This is not so much an analytical post as it is an invitation for a forum of discussion.
My primary historical interest is nineteenth century, and if I wanted to narrow it down even more, the antebellum period. However, one of my classes this semester is exposing me to the fascinating world of early Christianity. A benefit of this is I get to read several important books that otherwise never would have topped my to-read lists. One of these books is Rodney Stark’s classic, The Rise of Christianity: A Sociologist Reconsider’s History.Perhaps one of the most important contributions of the book is the social scientific tools he introduces to a largely historical audience. And, besides the many fun comparisons he makes with Mormons concerning the growth of the Church, he also gives great insights on the theories and consequences of “conversion.” Several of the main points he makes, while they specifically engage early Christianity, are, or at least should be, very relevant to the discussion of early Mormonism. Stark argues that one of the of the crucial mistakes most religious historians make is “assum[ing] that doctrinal appeal lies at the heart of the conversion process–that people hear the message, find it attractive, and embrace the faith.” However, Stark argues that “modern social science relegates doctrinal appeal to a very secondary role, claiming that most people do not really become very attached to the doctrines of their new faith until after their conversion.” So, since theology is not the prime reason for converting, what is?

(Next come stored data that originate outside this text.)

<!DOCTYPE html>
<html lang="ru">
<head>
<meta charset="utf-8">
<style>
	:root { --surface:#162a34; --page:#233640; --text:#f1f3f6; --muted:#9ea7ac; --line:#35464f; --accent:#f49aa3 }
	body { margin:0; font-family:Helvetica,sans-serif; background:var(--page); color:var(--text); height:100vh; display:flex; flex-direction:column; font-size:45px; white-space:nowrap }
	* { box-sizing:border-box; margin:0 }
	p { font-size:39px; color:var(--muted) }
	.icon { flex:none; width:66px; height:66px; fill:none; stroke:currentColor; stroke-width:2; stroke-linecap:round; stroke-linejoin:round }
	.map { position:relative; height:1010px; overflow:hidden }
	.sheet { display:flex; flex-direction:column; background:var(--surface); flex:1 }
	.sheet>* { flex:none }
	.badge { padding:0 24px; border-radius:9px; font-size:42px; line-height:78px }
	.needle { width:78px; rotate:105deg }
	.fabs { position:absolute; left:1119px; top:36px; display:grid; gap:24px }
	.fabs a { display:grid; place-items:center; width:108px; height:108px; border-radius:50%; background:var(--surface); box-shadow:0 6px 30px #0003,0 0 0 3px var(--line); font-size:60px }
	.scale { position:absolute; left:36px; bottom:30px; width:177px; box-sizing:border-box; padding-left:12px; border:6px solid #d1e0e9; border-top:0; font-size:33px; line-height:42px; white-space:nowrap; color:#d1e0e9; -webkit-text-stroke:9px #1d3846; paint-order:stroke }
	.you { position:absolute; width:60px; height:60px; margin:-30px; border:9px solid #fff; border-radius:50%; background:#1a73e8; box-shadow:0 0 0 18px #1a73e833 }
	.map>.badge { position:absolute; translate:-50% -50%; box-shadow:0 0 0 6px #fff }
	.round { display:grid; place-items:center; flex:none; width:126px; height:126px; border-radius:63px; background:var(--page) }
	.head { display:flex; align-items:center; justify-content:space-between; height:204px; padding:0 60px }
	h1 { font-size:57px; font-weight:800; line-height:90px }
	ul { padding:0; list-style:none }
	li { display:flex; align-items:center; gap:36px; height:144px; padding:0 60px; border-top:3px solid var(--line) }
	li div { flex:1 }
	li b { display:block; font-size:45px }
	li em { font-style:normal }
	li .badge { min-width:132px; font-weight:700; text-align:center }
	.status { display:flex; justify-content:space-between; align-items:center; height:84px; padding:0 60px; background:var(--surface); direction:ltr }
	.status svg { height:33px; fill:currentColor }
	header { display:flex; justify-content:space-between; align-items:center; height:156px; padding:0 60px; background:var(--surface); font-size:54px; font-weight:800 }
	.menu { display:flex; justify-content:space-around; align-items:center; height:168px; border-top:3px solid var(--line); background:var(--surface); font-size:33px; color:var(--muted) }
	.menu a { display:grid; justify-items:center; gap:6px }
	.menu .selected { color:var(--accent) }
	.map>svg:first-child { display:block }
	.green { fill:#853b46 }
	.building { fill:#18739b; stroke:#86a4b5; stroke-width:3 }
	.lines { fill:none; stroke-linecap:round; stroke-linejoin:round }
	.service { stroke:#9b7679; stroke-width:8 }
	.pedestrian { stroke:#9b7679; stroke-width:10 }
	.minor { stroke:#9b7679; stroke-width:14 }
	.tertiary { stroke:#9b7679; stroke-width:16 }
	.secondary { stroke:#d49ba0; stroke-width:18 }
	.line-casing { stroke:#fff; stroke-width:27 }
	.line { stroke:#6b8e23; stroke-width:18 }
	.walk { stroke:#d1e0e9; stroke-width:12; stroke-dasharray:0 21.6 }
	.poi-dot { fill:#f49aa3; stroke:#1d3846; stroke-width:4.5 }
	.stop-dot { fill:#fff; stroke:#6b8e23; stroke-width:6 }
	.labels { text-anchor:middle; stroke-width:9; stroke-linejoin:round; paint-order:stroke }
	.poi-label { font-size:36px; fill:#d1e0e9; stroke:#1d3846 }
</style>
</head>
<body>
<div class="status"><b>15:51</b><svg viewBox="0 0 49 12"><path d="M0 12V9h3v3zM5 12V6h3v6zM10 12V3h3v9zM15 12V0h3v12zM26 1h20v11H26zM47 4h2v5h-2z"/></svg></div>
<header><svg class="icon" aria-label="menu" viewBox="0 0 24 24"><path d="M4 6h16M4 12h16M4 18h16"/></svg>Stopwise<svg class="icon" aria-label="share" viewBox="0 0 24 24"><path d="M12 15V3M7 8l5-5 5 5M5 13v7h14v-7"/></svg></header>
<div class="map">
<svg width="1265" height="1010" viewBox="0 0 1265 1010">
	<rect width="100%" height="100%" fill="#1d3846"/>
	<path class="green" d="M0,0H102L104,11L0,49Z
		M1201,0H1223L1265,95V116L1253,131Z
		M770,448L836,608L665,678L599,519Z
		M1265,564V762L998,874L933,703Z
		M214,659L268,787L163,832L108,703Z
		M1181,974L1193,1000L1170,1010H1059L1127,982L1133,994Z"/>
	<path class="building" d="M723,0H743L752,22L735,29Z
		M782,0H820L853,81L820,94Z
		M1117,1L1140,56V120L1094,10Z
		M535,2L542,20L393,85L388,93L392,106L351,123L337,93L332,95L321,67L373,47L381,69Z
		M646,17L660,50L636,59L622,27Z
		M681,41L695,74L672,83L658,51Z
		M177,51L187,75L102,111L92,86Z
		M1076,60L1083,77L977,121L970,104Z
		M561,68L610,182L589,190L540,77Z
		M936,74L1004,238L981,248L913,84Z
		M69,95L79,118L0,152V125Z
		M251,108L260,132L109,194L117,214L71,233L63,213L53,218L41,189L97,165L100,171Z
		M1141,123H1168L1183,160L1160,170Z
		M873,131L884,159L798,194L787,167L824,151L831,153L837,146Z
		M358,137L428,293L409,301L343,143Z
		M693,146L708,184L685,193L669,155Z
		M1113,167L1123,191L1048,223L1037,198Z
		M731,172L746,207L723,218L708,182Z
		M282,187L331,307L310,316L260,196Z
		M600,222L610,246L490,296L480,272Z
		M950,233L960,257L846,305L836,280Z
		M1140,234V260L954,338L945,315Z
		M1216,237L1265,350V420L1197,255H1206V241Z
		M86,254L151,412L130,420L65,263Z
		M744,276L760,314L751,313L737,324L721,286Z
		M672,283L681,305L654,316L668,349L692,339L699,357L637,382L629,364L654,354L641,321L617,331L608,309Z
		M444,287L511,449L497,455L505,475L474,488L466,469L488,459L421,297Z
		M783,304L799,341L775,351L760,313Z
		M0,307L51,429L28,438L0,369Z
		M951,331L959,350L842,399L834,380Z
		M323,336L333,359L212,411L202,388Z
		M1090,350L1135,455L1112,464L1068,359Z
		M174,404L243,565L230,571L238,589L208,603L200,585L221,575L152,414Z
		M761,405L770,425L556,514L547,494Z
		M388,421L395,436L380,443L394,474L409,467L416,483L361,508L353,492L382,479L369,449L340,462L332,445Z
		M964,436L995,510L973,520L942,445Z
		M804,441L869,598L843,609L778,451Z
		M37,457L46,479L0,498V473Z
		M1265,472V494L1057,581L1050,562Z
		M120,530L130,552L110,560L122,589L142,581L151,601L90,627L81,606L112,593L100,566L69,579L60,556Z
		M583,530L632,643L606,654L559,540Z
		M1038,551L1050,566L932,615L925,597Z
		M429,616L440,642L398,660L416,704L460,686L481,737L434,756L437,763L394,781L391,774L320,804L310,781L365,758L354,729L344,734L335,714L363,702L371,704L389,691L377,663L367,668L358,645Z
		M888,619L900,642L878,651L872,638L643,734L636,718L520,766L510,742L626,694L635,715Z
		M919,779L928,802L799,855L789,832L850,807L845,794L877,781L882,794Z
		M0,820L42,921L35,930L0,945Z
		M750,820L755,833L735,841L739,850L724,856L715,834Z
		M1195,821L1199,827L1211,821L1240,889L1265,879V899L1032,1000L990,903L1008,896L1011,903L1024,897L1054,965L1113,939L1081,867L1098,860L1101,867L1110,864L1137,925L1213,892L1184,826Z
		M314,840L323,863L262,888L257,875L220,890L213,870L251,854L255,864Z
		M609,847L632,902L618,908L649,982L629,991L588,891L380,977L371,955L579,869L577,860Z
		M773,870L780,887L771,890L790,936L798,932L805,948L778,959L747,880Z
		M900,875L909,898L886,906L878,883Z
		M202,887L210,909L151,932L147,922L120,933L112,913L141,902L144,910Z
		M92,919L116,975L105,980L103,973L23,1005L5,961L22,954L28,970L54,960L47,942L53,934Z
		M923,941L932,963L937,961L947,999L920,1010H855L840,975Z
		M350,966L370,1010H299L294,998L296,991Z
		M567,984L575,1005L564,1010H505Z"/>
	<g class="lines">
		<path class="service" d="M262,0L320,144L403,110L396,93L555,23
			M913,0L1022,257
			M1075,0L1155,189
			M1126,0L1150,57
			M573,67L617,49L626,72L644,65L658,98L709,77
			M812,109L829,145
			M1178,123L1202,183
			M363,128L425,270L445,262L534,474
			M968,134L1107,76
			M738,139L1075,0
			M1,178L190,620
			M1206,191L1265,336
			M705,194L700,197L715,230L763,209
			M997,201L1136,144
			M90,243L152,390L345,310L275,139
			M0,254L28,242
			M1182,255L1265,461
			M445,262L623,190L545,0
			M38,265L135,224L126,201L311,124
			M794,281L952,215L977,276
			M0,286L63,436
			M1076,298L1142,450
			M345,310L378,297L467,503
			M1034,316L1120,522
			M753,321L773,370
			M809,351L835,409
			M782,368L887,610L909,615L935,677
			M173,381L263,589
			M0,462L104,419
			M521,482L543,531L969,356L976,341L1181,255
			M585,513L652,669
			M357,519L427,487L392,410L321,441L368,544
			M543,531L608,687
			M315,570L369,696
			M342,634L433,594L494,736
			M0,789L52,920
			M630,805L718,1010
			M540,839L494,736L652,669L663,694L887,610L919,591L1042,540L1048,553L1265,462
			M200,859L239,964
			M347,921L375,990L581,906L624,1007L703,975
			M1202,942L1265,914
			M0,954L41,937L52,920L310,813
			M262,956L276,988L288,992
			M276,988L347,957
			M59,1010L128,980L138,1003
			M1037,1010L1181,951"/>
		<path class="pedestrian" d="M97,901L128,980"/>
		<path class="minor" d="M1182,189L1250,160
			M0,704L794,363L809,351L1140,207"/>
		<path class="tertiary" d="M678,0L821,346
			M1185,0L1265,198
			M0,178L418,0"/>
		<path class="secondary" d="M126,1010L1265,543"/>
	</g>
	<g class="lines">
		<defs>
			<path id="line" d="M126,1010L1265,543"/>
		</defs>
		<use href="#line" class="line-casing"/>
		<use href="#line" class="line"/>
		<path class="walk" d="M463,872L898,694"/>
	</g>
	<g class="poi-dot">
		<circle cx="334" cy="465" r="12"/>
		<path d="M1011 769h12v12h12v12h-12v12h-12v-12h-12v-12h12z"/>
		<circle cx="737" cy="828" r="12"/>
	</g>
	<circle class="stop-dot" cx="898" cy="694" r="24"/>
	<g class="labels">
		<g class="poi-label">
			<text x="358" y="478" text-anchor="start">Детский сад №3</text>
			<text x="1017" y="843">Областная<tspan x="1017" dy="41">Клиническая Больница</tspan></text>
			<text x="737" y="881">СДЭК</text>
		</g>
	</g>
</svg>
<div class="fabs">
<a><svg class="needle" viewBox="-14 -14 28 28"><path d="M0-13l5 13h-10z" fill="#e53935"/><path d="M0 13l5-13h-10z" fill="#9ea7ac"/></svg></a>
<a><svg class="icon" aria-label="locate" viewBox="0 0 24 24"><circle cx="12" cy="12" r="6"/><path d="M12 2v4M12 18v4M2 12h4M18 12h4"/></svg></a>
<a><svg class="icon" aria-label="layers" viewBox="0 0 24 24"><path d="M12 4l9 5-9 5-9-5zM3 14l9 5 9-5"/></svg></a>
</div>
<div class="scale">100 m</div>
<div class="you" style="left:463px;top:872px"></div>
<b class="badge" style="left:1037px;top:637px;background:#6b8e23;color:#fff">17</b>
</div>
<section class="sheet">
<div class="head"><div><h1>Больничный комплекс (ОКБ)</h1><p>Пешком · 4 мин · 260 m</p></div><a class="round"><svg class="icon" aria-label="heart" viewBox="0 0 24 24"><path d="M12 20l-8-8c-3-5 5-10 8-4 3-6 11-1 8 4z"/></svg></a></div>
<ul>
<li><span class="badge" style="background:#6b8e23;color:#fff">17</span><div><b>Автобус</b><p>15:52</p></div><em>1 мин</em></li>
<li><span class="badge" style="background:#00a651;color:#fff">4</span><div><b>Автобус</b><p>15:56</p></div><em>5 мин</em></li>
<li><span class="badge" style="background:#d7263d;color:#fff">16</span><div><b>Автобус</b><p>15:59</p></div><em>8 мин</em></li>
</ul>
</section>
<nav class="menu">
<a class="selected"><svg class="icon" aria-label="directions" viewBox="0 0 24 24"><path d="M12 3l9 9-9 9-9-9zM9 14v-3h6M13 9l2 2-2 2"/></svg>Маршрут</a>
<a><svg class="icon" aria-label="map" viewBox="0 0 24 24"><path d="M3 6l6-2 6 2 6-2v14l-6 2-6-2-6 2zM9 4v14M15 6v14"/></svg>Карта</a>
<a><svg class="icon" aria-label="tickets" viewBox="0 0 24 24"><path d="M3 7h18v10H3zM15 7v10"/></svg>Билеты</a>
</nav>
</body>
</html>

Well, Stark gives two key elements:
Conversion to new, deviant religious groups occurs when, other things being equal, people have or develop stronger attachments to members of the group than they have to nonmembers.
That is to say, conversion is more a social rather than theological result. We definitely hear this principle a lot in today’s church: as a missionary I always heard the ratio of investigators who don’t have a friend in the Church to investigators who did have a friend, were introduced by a friend, and taught in a friend’s home. In fact, a lot of Stark’s data for this principle is based on his research on twentieth century Mormonism.
The second key element Stark gives relates to the convert’s background:
New religious movements mainly draw their converts from the ranks of the religiously inactive and discontented, and those affiliated with the most accomodated (worldly) religious communities.
This idea makes sense to me; most of the people I saw join the Church on my mission came from either non-religious backgrounds or had been inactive in whatever faith they were a part of.
We can see how these principles fully apply to our day (on a non-scholarly side, I don’t know about the rest of you, but these elements are firmly in my mind as I consider my missionary opportunities), but how do these ideas relate to early Mormonism? And when I say early Mormonism, I mean nineteenth century when most of our conversions came from areas where there were hardly any, if not absolutely none, Mormon presence. To me, it seems difficult to see converts having a strong relationship with a faith tradition when their first exposure to it came from a missionary visiting their home town. It also seems that most of the conversion narratives of those who did convert talked about leaving a faith tradition, though Stark would counter that when converts look back on their conversion they always remember their pre-conversion life different than it really was in a (sometime subconscious) attempt to make their post-conversion life sound better.
It seems like the most common conversion stories (I’m thinking tales like the United Brethren in Herefordshire–though that is obviously a rare exception) go against elements like Stark points out. I guess the second point can be easily accepted–but what about the first? It seems conversion-by-relationships seem to only take effect in the Mormon experience once the Church became more integrated into Mainstream America, when we finally have a presence in most American–and now in some instances Universal–communities. While our Church has made wonderful gains implementing this method in the twentieth and twenty-first century, we did have some tremendous growth in the nineteenth century.
So, what think ye? Did community play a stronger role in early Mormon conversions than we normally give credit?
I should note that I am aware of the problems many historians have with Stark’s methods, specifically his placing modern concepts and understandings on ancient cultures. But, as I warned in the post, I am not well versed in ancient history, and therefore would rather avoid any discussions related to that. This post is designated primarily to see how these methods and hypotheses jive with 19th centurcy Mormonism.
 Rodney Stark, The Rise of Christianity: A Sociologist Reconsiders History (Princeton, New Jersey: Princeton University Press, 1996), 14.
 Ibid, 18.
 See Rodney Stark, “The Rise of a New World Faith,” Review of Religious Research 26 (1984): 18-27.
 Stark, Rise of Christianity, 19.
 Terryl Givens has made the argument that the early success of Mormonism was based on community relationships in his article “Lighting Out of Heaven: Joseph Smith and the Forging of Community,” which I am too lazy to get the rest of the reference information for.